• _DATA SHOWN_
________________
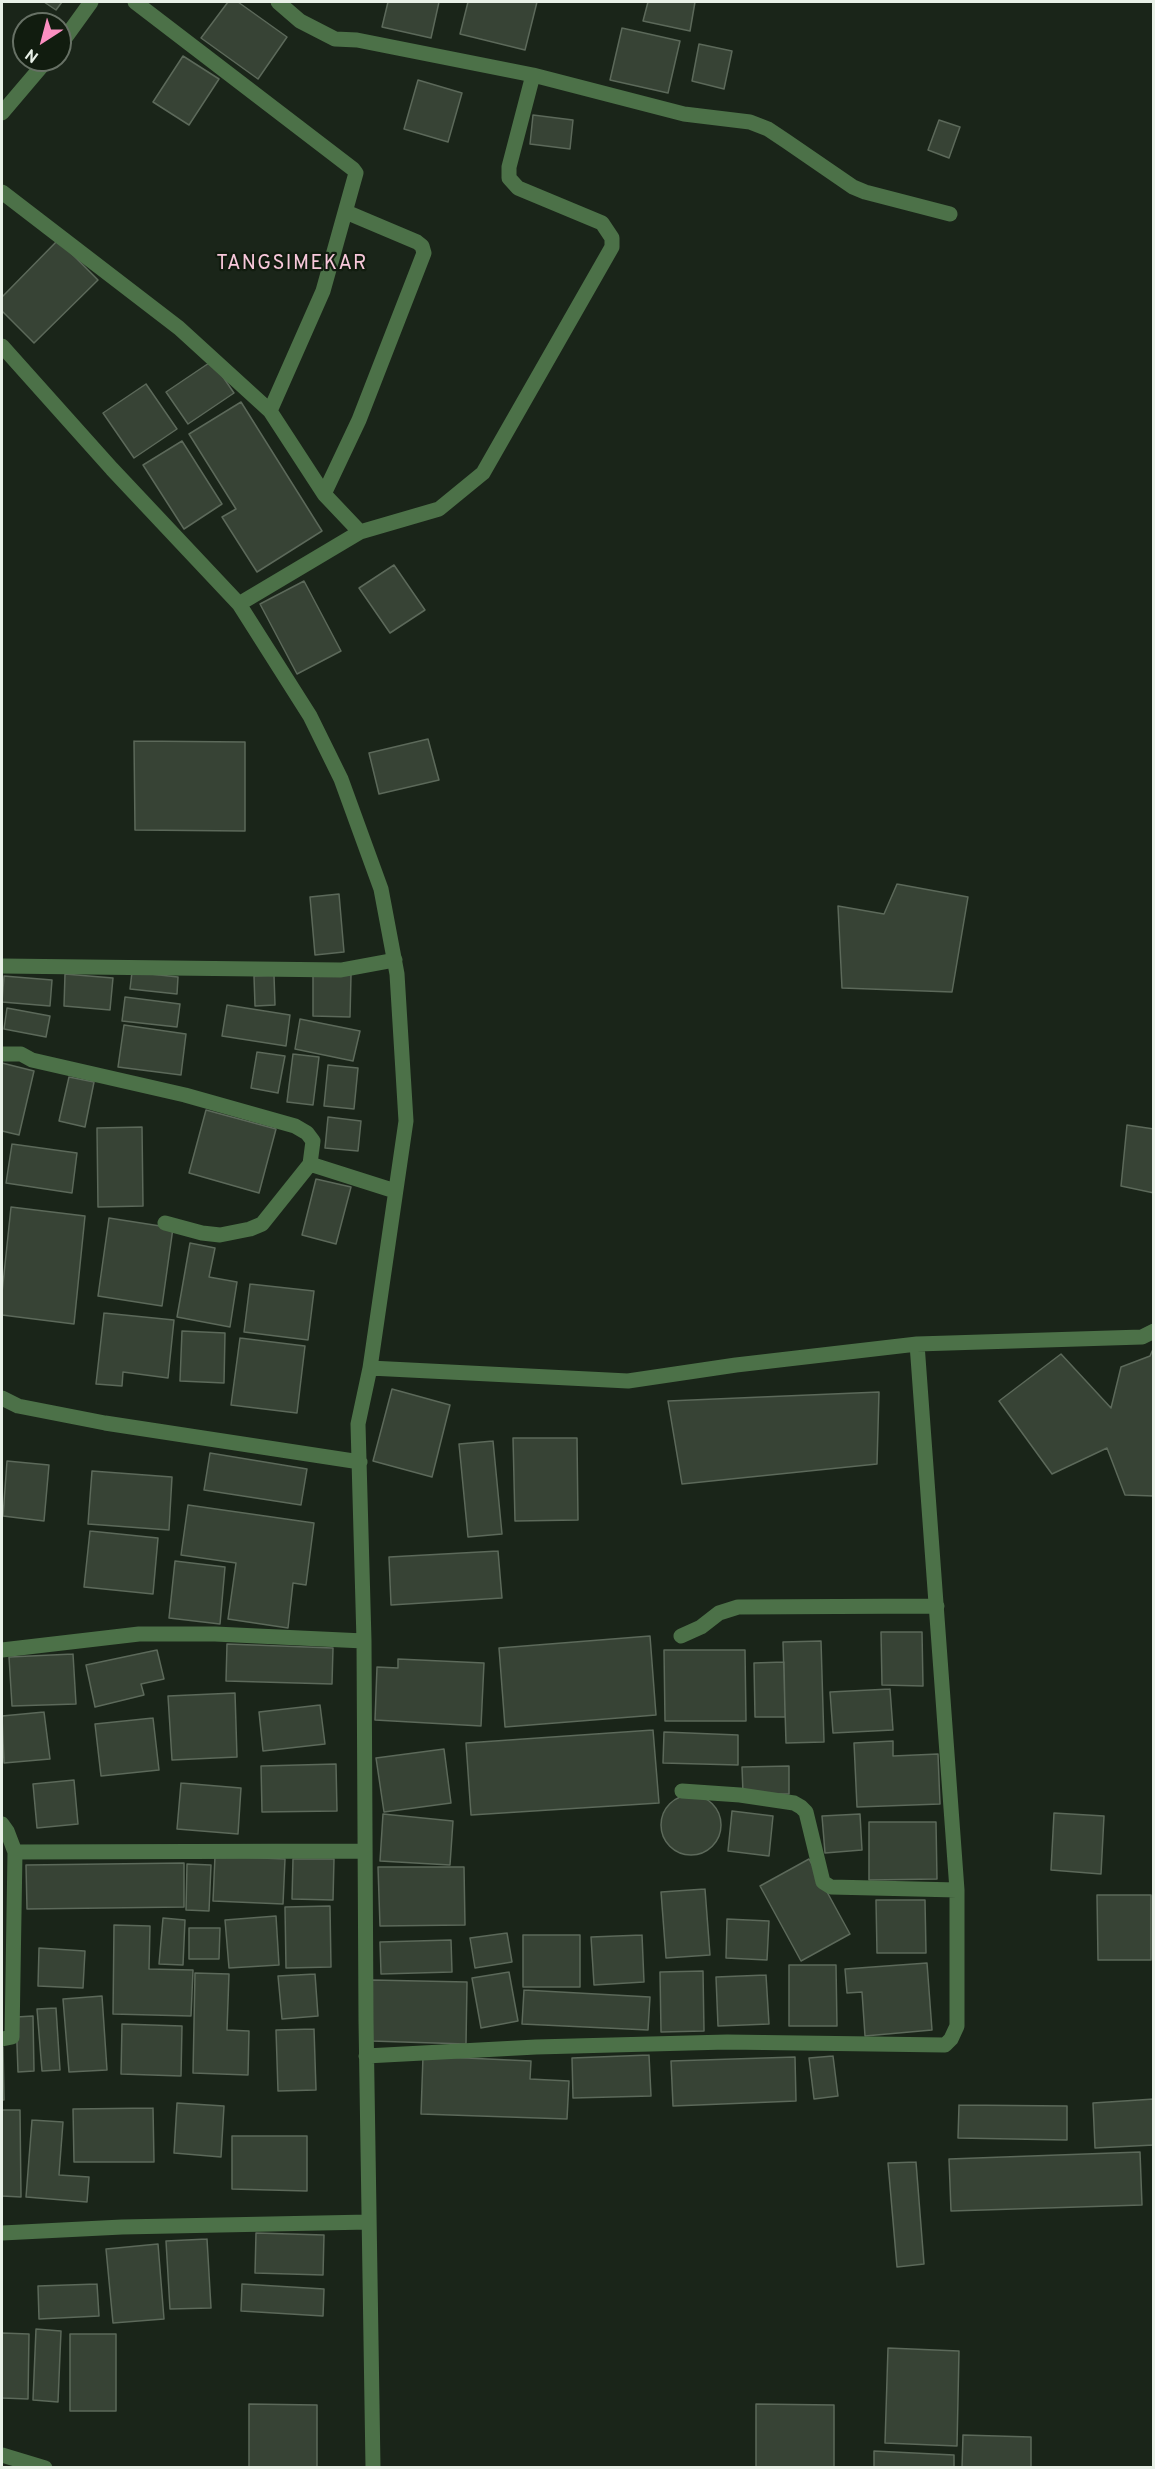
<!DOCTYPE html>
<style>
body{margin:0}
#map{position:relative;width:1155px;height:2469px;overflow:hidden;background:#1a2519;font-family:Overpass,sans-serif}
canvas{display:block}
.frame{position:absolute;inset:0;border:3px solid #e8f0e7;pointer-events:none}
.north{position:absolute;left:12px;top:12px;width:60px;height:60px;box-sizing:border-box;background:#111c0f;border:2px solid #677165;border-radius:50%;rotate:216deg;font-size:16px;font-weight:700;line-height:24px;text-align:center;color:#e8f0e7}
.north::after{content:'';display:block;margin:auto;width:21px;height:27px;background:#fc8fc1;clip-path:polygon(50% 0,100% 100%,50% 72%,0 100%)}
</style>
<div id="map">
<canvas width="1155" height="2469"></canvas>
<div class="frame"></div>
<div class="north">N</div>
</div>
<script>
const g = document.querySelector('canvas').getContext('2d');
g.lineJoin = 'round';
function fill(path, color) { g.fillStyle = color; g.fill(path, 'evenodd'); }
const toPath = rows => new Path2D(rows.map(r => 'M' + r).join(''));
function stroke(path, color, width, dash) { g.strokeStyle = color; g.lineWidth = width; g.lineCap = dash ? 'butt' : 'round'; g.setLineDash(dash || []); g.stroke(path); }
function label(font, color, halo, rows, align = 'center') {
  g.font = font + ' Overpass,sans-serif'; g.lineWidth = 4.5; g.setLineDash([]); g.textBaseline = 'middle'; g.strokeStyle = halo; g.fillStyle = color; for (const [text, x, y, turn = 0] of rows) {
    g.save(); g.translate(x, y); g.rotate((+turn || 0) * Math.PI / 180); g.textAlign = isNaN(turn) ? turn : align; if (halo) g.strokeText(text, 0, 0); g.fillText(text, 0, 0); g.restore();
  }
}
const building = toPath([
 [44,2,62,2,56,10,44,2],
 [228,2,238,2,287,37,258,79,201,38,228,2],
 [388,2,439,2,431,38,382,27,388,2],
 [468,2,537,2,525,50,460,34,468,2],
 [648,2,695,2,690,31,643,21,648,2],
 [622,28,680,41,668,93,610,80,622,28],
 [699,44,732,51,724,89,692,81,699,44],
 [183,56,219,79,189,125,153,102,183,56],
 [418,80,462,93,448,142,404,129,418,80],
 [533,115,573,120,570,149,530,144,533,115],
 [939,120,960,127,949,158,928,150,939,120],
 [58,240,98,280,34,343,2,311,2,297,58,240],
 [212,361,234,393,188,424,166,392,212,361],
 [146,384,177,429,134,458,103,413,146,384],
 [241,402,322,531,257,572,222,517,236,509,189,434,241,402],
 [182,441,222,504,184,529,143,465,182,441],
 [394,565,425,610,390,633,359,588,394,565],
 [304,581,341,651,297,674,260,604,304,581],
 [428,739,439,780,379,794,369,753,428,739],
 [134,741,245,742,245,831,135,830,134,741],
 [897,884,968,897,952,992,842,988,838,906,884,914,897,884],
 [339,894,344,952,315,955,310,897,339,894],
 [132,972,178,977,177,994,130,989,132,972],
 [65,974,113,978,110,1010,64,1006,65,974],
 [274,975,275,1005,255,1006,254,976,274,975],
 [313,975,351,975,350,1017,313,1016,313,975],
 [4,976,52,980,50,1006,2,1002,4,976],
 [125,997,180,1004,177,1027,122,1021,125,997],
 [227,1005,290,1015,286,1046,222,1036,227,1005],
 [7,1008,50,1016,46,1037,4,1029,7,1008],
 [300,1019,360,1031,353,1061,295,1049,300,1019],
 [124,1025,186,1034,181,1075,118,1067,124,1025],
 [257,1052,285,1056,278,1093,251,1088,257,1052],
 [293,1054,319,1057,313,1105,287,1102,293,1054],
 [2,1063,34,1071,19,1135,2,1131,2,1063],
 [328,1065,358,1068,354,1109,324,1106,328,1065],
 [69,1077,94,1082,85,1127,59,1121,69,1077],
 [206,1110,276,1129,259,1193,189,1173,206,1110],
 [328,1117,361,1121,358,1151,325,1148,328,1117],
 [1127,1125,1154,1129,1154,1193,1121,1186,1127,1125],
 [142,1127,143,1206,98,1207,97,1128,142,1127],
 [12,1144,77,1153,72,1193,6,1183,12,1144],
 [316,1179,351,1187,336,1244,302,1235,316,1179],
 [11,1207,85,1216,74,1324,2,1315,2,1293,11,1207],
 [109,1218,173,1228,162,1306,98,1296,109,1218],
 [190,1243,215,1248,209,1277,237,1282,230,1327,177,1317,190,1243],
 [250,1284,314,1291,308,1340,244,1332,250,1284],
 [104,1313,174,1320,168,1378,123,1372,122,1386,96,1384,104,1313],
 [182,1331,225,1333,224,1383,180,1381,182,1331],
 [240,1338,305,1346,297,1413,231,1405,240,1338],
 [1154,1347,1154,1496,1125,1495,1107,1448,1052,1474,999,1401,1061,1354,1111,1408,1121,1367,1150,1356,1154,1347],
 [392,1389,450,1405,432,1477,373,1461,392,1389],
 [879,1392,877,1464,682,1484,668,1401,879,1392],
 [513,1438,577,1438,578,1520,515,1521,513,1438],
 [493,1441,502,1534,468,1537,459,1444,493,1441],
 [210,1453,307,1469,301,1505,204,1490,210,1453],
 [7,1461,49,1465,44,1521,3,1516,7,1461],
 [92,1471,172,1477,169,1530,88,1524,92,1471],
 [188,1505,314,1523,306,1585,293,1583,288,1628,228,1619,236,1563,181,1555,188,1505],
 [90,1531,158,1538,153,1594,84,1587,90,1531],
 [498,1551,502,1598,391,1605,389,1557,498,1551],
 [175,1561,225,1567,220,1624,169,1618,175,1561],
 [881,1632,922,1632,923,1686,882,1685,881,1632],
 [650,1636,656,1715,505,1727,499,1648,650,1636],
 [821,1641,824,1742,786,1743,783,1642,821,1641],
 [227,1644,333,1648,332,1684,226,1681,227,1644],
 [157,1650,164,1679,141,1684,144,1695,95,1707,86,1665,157,1650],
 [664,1650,745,1650,746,1721,665,1721,664,1650],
 [73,1654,76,1704,12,1706,9,1657,73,1654],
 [398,1659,484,1663,481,1726,375,1720,377,1667,398,1668,398,1659],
 [784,1662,785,1717,755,1717,754,1663,784,1662],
 [890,1689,893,1730,833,1733,830,1692,890,1689],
 [235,1693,237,1757,172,1760,168,1696,235,1693],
 [320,1705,325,1744,263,1751,259,1712,320,1705],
 [44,1712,50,1759,4,1763,2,1716,44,1712],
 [153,1718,159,1770,101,1776,95,1724,153,1718],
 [653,1730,659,1803,471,1815,466,1743,653,1730],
 [664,1732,738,1735,738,1765,663,1763,664,1732],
 [893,1741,893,1756,938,1754,940,1804,857,1807,854,1743,893,1741],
 [444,1749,451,1803,384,1812,376,1758,444,1749],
 [336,1764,337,1811,262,1812,261,1766,336,1764],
 [789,1766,789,1794,743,1794,742,1767,789,1766],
 [74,1780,78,1824,37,1828,33,1784,74,1780],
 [181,1783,241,1788,238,1834,177,1829,181,1783],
 '661 1825a30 30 0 1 1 60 0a30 30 0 1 1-60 0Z',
 [732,1811,773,1816,769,1856,728,1851,732,1811],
 [1054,1813,1104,1816,1101,1874,1051,1870,1054,1813],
 [383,1814,453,1821,450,1865,380,1861,383,1814],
 [860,1814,862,1850,825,1853,822,1816,860,1814],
 [869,1822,936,1822,937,1879,869,1880,869,1822],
 [215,1856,285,1859,283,1904,213,1901,215,1856],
 [293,1859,334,1859,333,1900,292,1899,293,1859],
 [809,1859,850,1934,801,1961,760,1886,809,1859],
 [184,1863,184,1907,27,1909,26,1865,184,1863],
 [187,1864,211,1865,209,1911,186,1910,187,1864],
 [378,1867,464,1867,465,1925,380,1926,378,1867],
 [705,1889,710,1955,666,1958,661,1892,705,1889],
 [1097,1895,1151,1895,1151,1960,1098,1960,1097,1895],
 [876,1900,925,1900,926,1953,877,1953,876,1900],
 [330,1906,331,1967,286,1968,285,1907,330,1906],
 [276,1916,279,1965,229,1968,225,1920,276,1916],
 [163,1918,185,1920,183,1965,159,1964,163,1918],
 [727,1919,769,1921,767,1960,726,1958,727,1919],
 [114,1925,150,1926,149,1969,193,1970,191,2016,113,2014,114,1925],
 [189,1928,220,1928,219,1959,189,1959,189,1928],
 [507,1933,512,1962,475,1968,470,1938,507,1933],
 [523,1935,580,1935,580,1987,523,1987,523,1935],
 [642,1935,644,1982,594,1985,591,1937,642,1935],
 [451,1940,452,1972,381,1974,380,1942,451,1940],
 [39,1948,85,1951,83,1988,38,1986,39,1948],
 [927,1963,932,2030,865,2036,862,1992,847,1993,845,1969,927,1963],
 [789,1965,836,1965,837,2026,789,2026,789,1965],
 [703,1971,704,2031,661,2032,660,1972,703,1971],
 [509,1972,518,2021,481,2028,472,1978,509,1972],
 [195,1973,229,1974,227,2030,249,2031,248,2075,193,2073,195,1973],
 [315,1974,318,2016,282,2019,278,1976,315,1974],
 [766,1975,769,2024,718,2026,716,1977,766,1975],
 [372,1980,467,1982,466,2044,371,2041,372,1980],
 [524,1990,650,1997,648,2030,522,2024,524,1990],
 [102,1996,107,2070,69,2072,63,1999,102,1996],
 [56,2008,60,2070,42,2071,37,2009,56,2008],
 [33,2016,34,2071,18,2072,16,2017,33,2016],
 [122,2024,182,2026,181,2076,121,2074,122,2024],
 [314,2029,316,2090,278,2091,276,2030,314,2029],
 [2,2047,3,2047,4,2100,2,2100,2,2047],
 [649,2055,651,2096,573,2098,572,2058,649,2055],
 [423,2056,531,2061,530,2079,569,2081,567,2119,421,2114,423,2056],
 [833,2056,838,2096,814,2099,809,2058,833,2056],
 [795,2057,796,2101,673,2106,671,2061,795,2057],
 [1154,2099,1154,2145,1095,2148,1093,2103,1154,2099],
 [177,2103,224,2106,221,2157,174,2153,177,2103],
 [959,2105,1067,2106,1067,2140,958,2138,959,2105],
 [153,2108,154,2162,74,2162,73,2109,153,2108],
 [2,2110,20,2110,21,2197,2,2196,2,2110],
 [32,2120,63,2122,59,2175,89,2177,87,2202,26,2197,32,2120],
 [232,2136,307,2136,307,2191,232,2189,232,2136],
 [1140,2152,1142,2205,951,2211,949,2159,1140,2152],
 [916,2162,924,2264,897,2267,888,2163,916,2162],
 [256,2233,324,2235,323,2275,255,2273,256,2233],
 [207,2239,211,2308,170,2309,166,2241,207,2239],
 [158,2244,164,2319,113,2323,106,2249,158,2244],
 [97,2284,99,2316,39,2319,38,2286,97,2284],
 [242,2284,324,2289,323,2316,241,2311,242,2284],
 [36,2329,61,2331,58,2402,33,2400,36,2329],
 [2,2333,29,2334,28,2399,2,2398,2,2333],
 [70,2334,116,2334,116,2411,70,2411,70,2334],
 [888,2348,959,2351,957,2446,885,2443,888,2348],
 [249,2404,317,2405,317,2468,249,2468,249,2404],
 [756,2404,834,2405,834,2468,756,2468,756,2404],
 [963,2435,1031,2437,1031,2468,962,2468,963,2435],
 [874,2451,954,2455,954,2468,874,2468,874,2451]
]);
const minor = toPath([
 [135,2,353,169,356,173,323,291,270,411],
 [278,2,300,21,335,39,357,40,533,75],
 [60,45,91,2],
 [2,113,47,60],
 [2,192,179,328,270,411,324,494,360,532],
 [2,346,112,469,239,604,310,716,341,779,381,889,397,974,406,1121,370,1368,358,1424,364,1641,366,2021,373,2468],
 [324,494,359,420,424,253,422,246,417,242,346,212],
 [239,604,360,532,439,509,483,473,612,247,612,238,602,223,518,188,509,178,509,167,533,75,684,114,750,122,768,129,786,141,853,187,865,192,950,214],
 [2,966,341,970,395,960],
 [2,1054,21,1054,32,1060,185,1095,295,1126,307,1133,313,1141,310,1164,262,1224,250,1229,220,1235,202,1233,165,1223],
 [310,1164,395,1191],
 [370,1368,628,1381,736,1365,917,1344],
 [2,1398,18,1406,105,1423,360,1462],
 [681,1636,701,1627,719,1613,738,1607,937,1606],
 [2,1650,139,1634,215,1634,364,1641],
 [2,1824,7,1831,15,1852,365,1851],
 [957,1890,917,1344,1142,1337,1154,1331],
 [2,2039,12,2037,15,1852],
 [366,2056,536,2047,727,2042,945,2045,951,2039,957,2026,957,1890,831,1887,823,1882,806,1812,801,1807,794,1803,740,1795,682,1791],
 [2,2233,122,2227,369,2222],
 [2,2455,45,2468]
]);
const quarterNames = [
 ["TANGSIMEKAR",292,265]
];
fill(building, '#374335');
stroke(building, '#5c695a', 1.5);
stroke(minor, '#4c7148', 15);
g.letterSpacing = '1.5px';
label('20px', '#f8c8db', '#111c0f', quarterNames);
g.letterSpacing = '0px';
</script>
________________
• _WHAT IS NEEDED_
Go line by line through the data and copy any that contain "fillStyle".

• _EXERCISE SOLUTION_
function fill(path, color) { g.fillStyle = color; g.fill(path, 'evenodd'); }
  g.font = font + ' Overpass,sans-serif'; g.lineWidth = 4.5; g.setLineDash([]); g.textBaseline = 'middle'; g.strokeStyle = halo; g.fillStyle = color; for (const [text, x, y, turn = 0] of rows) {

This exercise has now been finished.